Wann Purple Teaming der richtige Ansatz ist und wann andere Formate besser passen
Purple Teaming ist nicht für jede Fragestellung das beste Format. Es eignet sich besonders dann, wenn konkrete Detection- oder Response-Fähigkeiten validiert und verbessert werden sollen. Wenn das Ziel dagegen eine unabhängige Schwachstellenbewertung, ein realistischer Überraschungseffekt oder die Suche nach unbekannten Angriffswegen ist, können andere Formate passender sein. Genau deshalb ist die saubere Abgrenzung wichtig.
Ein klassischer Penetrationstest ist sinnvoll, wenn Schwachstellen identifiziert, ausgenutzt und priorisiert werden sollen. Red Teaming ist stärker, wenn reale Angreiferpfade unter möglichst wenig Vorwissen und mit Fokus auf Zielerreichung simuliert werden sollen. Blue Teaming fokussiert auf Verteidigung, Monitoring und Incident Handling. Purple Teaming sitzt dazwischen und verbindet kontrollierte Angriffssimulation mit unmittelbarer Verteidigungsverbesserung. Der Mehrwert liegt in der Zusammenarbeit und in der direkten Übersetzung technischer Beobachtungen in Detection, Härtung und Prozesse.
In der Praxis ist Purple Teaming besonders stark in folgenden Situationen: nach Einführung neuer EDR- oder SIEM-Plattformen, vor oder nach größeren Architekturänderungen, beim Aufbau eines SOC, nach Incident-Erkenntnissen, zur Validierung von ATT&CK-Abdeckung, bei wiederkehrenden Detection-Lücken oder zur Qualitätssicherung von Use Cases im Detection Engineering. Weniger geeignet ist es, wenn grundlegende Asset-Transparenz fehlt, Logging kaum vorhanden ist oder Verantwortlichkeiten unklar sind. Dann müssen zuerst Basisfähigkeiten geschaffen werden.
Auch organisatorische Reife spielt eine Rolle. Purple Teaming funktioniert nur dann gut, wenn Ergebnisse umgesetzt werden können. Wenn Detection Engineers, Plattform-Teams oder Administratoren keine Kapazität für Nacharbeiten haben, bleibt der Effekt begrenzt. In solchen Fällen ist es oft besser, zunächst kleinere, eng fokussierte Use Cases zu fahren statt große Kampagnen zu planen.
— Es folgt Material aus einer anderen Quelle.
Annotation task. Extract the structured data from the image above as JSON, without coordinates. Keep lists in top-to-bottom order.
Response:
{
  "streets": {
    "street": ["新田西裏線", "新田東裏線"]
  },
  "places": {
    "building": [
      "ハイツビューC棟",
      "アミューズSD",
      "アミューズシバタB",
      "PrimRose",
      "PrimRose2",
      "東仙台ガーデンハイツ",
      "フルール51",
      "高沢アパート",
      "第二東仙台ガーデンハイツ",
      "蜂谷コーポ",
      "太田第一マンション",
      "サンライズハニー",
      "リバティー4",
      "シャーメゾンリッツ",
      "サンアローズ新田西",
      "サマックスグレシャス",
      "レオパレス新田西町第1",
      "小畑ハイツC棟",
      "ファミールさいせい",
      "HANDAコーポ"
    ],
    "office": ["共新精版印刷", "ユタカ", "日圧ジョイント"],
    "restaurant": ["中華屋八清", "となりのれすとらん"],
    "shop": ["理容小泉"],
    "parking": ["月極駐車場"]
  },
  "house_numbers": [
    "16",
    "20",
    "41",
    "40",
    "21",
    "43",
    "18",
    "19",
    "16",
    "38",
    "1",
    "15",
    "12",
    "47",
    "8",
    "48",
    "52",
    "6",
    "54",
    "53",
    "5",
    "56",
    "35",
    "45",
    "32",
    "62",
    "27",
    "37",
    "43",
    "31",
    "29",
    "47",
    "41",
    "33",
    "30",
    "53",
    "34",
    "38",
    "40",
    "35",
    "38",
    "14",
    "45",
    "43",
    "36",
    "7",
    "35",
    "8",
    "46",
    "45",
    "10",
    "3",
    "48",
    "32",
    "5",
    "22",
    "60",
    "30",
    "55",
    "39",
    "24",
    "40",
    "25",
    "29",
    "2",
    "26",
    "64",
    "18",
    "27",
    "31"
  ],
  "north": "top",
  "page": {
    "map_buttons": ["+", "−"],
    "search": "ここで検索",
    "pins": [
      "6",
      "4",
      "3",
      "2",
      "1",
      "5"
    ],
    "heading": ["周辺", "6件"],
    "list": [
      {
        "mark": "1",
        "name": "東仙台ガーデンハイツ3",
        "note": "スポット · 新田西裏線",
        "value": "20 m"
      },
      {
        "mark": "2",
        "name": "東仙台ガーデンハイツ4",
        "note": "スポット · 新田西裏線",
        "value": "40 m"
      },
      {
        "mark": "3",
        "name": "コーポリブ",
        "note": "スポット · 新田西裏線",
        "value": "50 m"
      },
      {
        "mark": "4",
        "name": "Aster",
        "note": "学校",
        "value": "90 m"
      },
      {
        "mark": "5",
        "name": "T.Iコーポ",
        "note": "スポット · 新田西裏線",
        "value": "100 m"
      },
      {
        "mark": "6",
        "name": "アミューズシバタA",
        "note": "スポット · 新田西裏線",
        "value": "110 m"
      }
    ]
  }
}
Für die Einordnung gegenüber anderen Formaten sind Vs Penetrationstest, Vs Red Teaming und Vs Blue Teaming hilfreich. Die zentrale Frage bleibt jedoch operativ: Soll primär gefunden, überrascht oder verbessert werden? Wenn verbessert werden soll, ist Purple Teaming meist die richtige Wahl.
Reife Teams kombinieren die Formate bewusst. Erkenntnisse aus Penetrationstests liefern Input für Purple-Use-Cases. Erkenntnisse aus Incidents liefern Hypothesen für Detection-Validierung. Erkenntnisse aus Purple Teaming fließen zurück in Härtung, Monitoring und Playbooks. Genau in dieser Verzahnung entsteht nachhaltige Sicherheitswirkung.